▸ EXERCISE:
Below is some data. Retype exactly the lines starting at the one with "Dump the readable" and ending at the one with "Give me a JSON".

▸ RECORDS FOR THIS TASK:

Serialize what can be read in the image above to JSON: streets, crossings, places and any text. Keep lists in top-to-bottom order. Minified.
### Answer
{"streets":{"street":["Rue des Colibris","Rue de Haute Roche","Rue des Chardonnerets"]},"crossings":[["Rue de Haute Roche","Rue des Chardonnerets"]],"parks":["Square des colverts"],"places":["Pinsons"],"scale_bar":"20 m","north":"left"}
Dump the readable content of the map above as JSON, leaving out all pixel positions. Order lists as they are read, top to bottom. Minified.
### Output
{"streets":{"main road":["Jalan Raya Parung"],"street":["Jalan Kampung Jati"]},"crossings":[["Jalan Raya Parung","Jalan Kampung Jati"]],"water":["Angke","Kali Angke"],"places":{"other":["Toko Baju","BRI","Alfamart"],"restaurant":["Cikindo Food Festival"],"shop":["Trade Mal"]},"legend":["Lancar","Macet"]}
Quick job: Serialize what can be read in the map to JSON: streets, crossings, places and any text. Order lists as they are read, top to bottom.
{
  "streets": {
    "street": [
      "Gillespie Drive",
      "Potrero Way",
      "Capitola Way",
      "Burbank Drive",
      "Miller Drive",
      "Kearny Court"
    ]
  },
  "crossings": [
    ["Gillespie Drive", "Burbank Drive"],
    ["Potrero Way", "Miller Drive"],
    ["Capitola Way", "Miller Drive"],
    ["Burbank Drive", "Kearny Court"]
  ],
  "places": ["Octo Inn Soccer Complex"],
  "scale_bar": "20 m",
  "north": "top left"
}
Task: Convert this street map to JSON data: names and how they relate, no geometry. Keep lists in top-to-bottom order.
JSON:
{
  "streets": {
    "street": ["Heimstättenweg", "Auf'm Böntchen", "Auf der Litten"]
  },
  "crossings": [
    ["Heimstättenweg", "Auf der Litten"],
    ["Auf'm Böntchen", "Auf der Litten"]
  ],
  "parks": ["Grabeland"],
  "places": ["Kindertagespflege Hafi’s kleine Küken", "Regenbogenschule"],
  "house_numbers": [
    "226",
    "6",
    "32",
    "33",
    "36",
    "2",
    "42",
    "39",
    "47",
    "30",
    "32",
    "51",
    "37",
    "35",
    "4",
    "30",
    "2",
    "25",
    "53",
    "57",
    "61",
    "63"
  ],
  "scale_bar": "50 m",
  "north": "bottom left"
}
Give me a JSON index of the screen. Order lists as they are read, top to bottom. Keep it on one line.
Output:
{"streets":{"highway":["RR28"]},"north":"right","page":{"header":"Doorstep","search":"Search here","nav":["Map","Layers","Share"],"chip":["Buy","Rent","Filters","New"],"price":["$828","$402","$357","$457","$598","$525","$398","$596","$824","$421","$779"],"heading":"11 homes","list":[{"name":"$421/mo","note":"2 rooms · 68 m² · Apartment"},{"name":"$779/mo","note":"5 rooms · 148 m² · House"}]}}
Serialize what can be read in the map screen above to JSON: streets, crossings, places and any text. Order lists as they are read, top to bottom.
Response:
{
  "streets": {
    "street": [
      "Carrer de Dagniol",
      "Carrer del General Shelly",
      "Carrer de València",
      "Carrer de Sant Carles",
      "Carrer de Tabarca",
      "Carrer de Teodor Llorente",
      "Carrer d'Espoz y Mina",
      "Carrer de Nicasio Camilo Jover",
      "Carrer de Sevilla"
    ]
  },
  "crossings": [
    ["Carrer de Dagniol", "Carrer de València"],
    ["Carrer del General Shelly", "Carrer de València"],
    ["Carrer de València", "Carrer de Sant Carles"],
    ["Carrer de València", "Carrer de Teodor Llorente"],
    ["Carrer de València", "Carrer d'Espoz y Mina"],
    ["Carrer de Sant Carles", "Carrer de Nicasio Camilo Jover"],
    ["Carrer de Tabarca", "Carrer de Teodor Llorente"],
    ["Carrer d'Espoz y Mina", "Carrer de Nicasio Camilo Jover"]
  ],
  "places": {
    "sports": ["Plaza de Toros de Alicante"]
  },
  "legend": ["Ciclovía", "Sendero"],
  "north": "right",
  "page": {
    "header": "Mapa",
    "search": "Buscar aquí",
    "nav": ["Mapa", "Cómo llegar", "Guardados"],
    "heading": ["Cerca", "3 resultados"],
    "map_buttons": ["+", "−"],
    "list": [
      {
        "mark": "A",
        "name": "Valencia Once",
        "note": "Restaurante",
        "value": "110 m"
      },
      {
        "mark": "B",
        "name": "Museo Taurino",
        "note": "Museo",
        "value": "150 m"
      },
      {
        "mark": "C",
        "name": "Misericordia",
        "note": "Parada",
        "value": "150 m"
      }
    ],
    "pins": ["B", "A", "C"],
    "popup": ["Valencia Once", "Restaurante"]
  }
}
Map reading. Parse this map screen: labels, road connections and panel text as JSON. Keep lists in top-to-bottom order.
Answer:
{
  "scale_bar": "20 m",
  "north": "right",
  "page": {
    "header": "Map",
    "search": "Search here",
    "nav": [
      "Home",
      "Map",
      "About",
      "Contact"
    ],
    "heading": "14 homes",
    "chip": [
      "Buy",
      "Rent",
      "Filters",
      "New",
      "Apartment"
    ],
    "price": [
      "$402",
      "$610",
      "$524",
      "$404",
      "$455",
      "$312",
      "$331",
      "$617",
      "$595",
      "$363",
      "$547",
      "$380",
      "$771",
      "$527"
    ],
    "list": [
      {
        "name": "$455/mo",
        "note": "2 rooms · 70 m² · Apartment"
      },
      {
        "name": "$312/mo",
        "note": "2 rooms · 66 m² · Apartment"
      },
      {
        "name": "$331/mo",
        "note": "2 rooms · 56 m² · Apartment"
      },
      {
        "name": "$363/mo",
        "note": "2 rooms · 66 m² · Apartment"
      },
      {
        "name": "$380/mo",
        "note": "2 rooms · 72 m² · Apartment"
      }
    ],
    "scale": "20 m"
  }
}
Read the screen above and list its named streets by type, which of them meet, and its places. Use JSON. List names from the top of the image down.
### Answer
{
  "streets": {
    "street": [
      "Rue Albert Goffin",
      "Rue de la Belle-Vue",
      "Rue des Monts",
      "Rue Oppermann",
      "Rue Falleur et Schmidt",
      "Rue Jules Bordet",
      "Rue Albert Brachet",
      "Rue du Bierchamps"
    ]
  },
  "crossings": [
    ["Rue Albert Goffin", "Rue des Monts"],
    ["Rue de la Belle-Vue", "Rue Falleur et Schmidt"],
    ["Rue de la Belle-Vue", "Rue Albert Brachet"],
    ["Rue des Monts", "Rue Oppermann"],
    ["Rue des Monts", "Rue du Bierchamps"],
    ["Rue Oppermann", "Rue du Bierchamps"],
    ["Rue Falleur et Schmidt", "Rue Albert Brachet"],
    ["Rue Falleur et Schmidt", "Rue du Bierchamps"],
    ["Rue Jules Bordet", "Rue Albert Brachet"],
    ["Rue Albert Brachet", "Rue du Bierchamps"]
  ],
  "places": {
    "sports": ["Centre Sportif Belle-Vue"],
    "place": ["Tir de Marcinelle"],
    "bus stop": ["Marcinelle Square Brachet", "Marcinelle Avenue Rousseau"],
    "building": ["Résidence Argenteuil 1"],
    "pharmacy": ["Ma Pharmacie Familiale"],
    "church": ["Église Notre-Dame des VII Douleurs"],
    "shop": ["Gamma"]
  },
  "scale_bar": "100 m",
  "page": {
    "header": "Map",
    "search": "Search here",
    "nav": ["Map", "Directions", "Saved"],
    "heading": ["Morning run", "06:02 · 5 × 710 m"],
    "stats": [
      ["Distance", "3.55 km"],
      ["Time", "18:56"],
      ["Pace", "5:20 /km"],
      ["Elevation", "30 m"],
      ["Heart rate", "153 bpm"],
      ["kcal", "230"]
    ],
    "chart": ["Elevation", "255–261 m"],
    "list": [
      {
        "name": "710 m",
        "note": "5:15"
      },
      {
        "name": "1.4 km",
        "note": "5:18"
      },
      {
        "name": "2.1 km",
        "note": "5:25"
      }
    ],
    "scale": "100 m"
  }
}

▸ TASK RESPONSE:
Dump the readable content of the map above as JSON, leaving out all pixel positions. Order lists as they are read, top to bottom. Minified.
### Output
{"streets":{"main road":["Jalan Raya Parung"],"street":["Jalan Kampung Jati"]},"crossings":[["Jalan Raya Parung","Jalan Kampung Jati"]],"water":["Angke","Kali Angke"],"places":{"other":["Toko Baju","BRI","Alfamart"],"restaurant":["Cikindo Food Festival"],"shop":["Trade Mal"]},"legend":["Lancar","Macet"]}
Quick job: Serialize what can be read in the map to JSON: streets, crossings, places and any text. Order lists as they are read, top to bottom.
{
  "streets": {
    "street": [
      "Gillespie Drive",
      "Potrero Way",
      "Capitola Way",
      "Burbank Drive",
      "Miller Drive",
      "Kearny Court"
    ]
  },
  "crossings": [
    ["Gillespie Drive", "Burbank Drive"],
    ["Potrero Way", "Miller Drive"],
    ["Capitola Way", "Miller Drive"],
    ["Burbank Drive", "Kearny Court"]
  ],
  "places": ["Octo Inn Soccer Complex"],
  "scale_bar": "20 m",
  "north": "top left"
}
Task: Convert this street map to JSON data: names and how they relate, no geometry. Keep lists in top-to-bottom order.
JSON:
{
  "streets": {
    "street": ["Heimstättenweg", "Auf'm Böntchen", "Auf der Litten"]
  },
  "crossings": [
    ["Heimstättenweg", "Auf der Litten"],
    ["Auf'm Böntchen", "Auf der Litten"]
  ],
  "parks": ["Grabeland"],
  "places": ["Kindertagespflege Hafi’s kleine Küken", "Regenbogenschule"],
  "house_numbers": [
    "226",
    "6",
    "32",
    "33",
    "36",
    "2",
    "42",
    "39",
    "47",
    "30",
    "32",
    "51",
    "37",
    "35",
    "4",
    "30",
    "2",
    "25",
    "53",
    "57",
    "61",
    "63"
  ],
  "scale_bar": "50 m",
  "north": "bottom left"
}
Give me a JSON index of the screen. Order lists as they are read, top to bottom. Keep it on one line.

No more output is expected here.